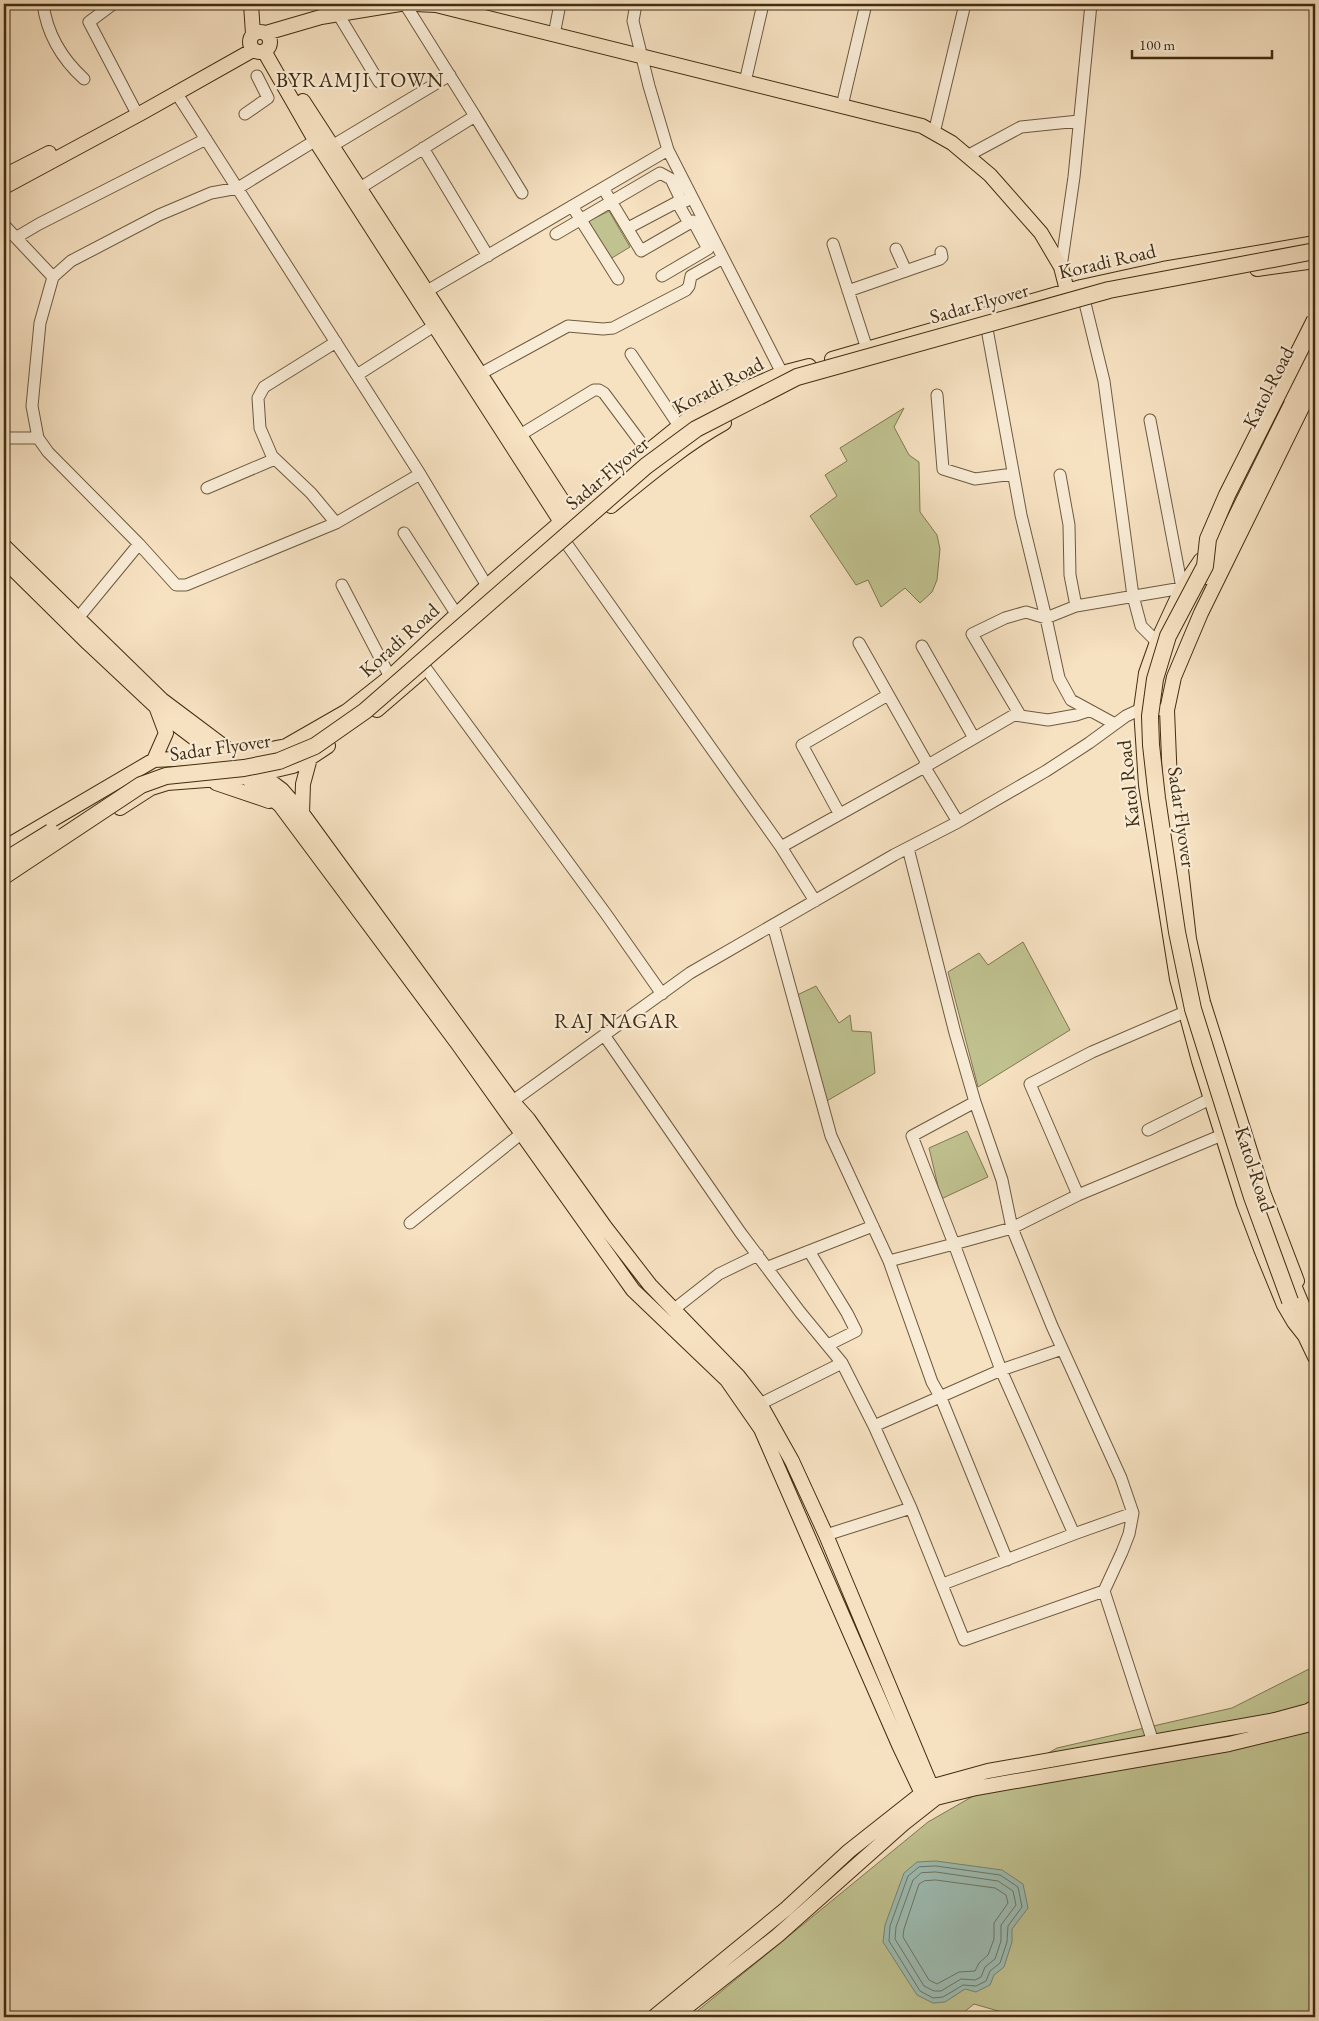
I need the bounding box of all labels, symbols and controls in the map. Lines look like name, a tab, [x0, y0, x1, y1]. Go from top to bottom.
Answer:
scale bar	[1132, 28, 1272, 60]
text: 100 m	[1139, 35, 1176, 54]
district label: BYRAMJI TOWN	[276, 66, 444, 93]
street label: Koradi Road	[1056, 237, 1159, 285]
street label: Sadar Flyover	[927, 276, 1032, 330]
street label: Katol Road	[1236, 341, 1300, 432]
street label: Koradi Road	[668, 350, 769, 420]
street label: Sadar Flyover	[560, 430, 655, 516]
street label: Koradi Road	[353, 597, 445, 683]
street label: Sadar Flyover	[168, 727, 272, 767]
street label: Katol Road	[1110, 738, 1146, 829]
street label: Sadar Flyover	[1162, 765, 1202, 869]
district label: RAJ NAGAR	[554, 1007, 680, 1034]
street label: Katol Road	[1229, 1123, 1281, 1216]

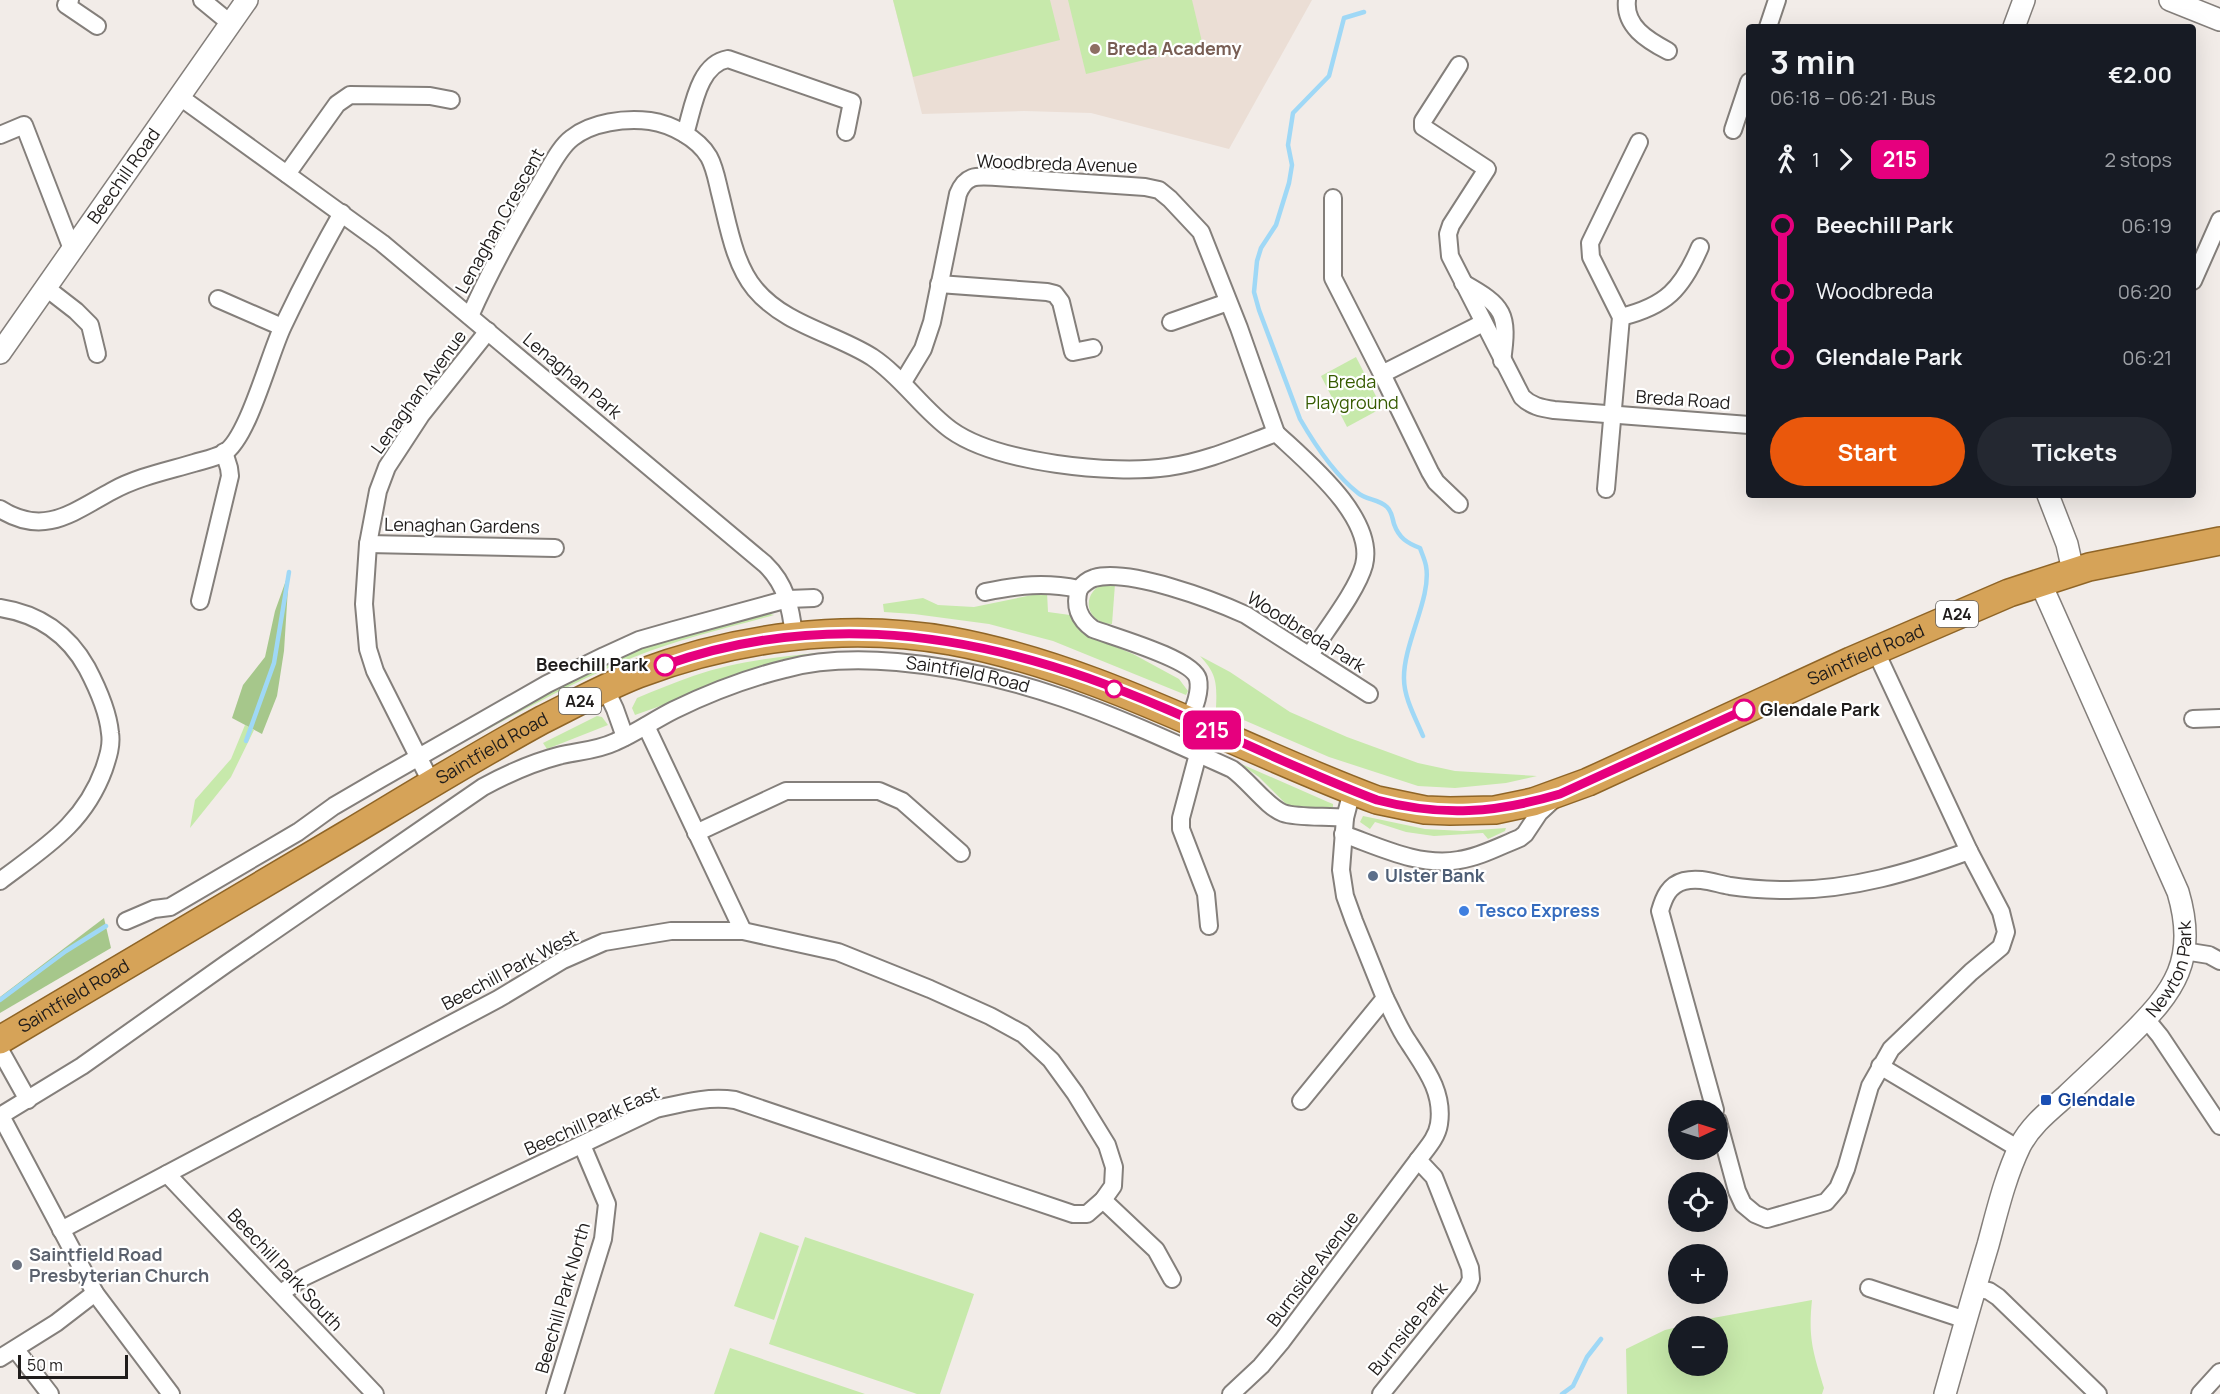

*ABOUT THIS EXERCISE:*
Pictures aside, restate all of the entries exactly.

*TASK RESPONSE:*
I need the bounding box of all labels, symbols and controls in the map. Lines look like name, a tab, [x0, y0, x1, y1]. Go from top to bottom.
Answer:
scale bar	[1132, 28, 1272, 60]
text: 100 m	[1139, 35, 1176, 54]
district label: BYRAMJI TOWN	[276, 66, 444, 93]
street label: Koradi Road	[1056, 237, 1159, 285]
street label: Sadar Flyover	[927, 276, 1032, 330]
street label: Katol Road	[1236, 341, 1300, 432]
street label: Koradi Road	[668, 350, 769, 420]
street label: Sadar Flyover	[560, 430, 655, 516]
street label: Koradi Road	[353, 597, 445, 683]
street label: Sadar Flyover	[168, 727, 272, 767]
street label: Katol Road	[1110, 738, 1146, 829]
street label: Sadar Flyover	[1162, 765, 1202, 869]
district label: RAJ NAGAR	[554, 1007, 680, 1034]
street label: Katol Road	[1229, 1123, 1281, 1216]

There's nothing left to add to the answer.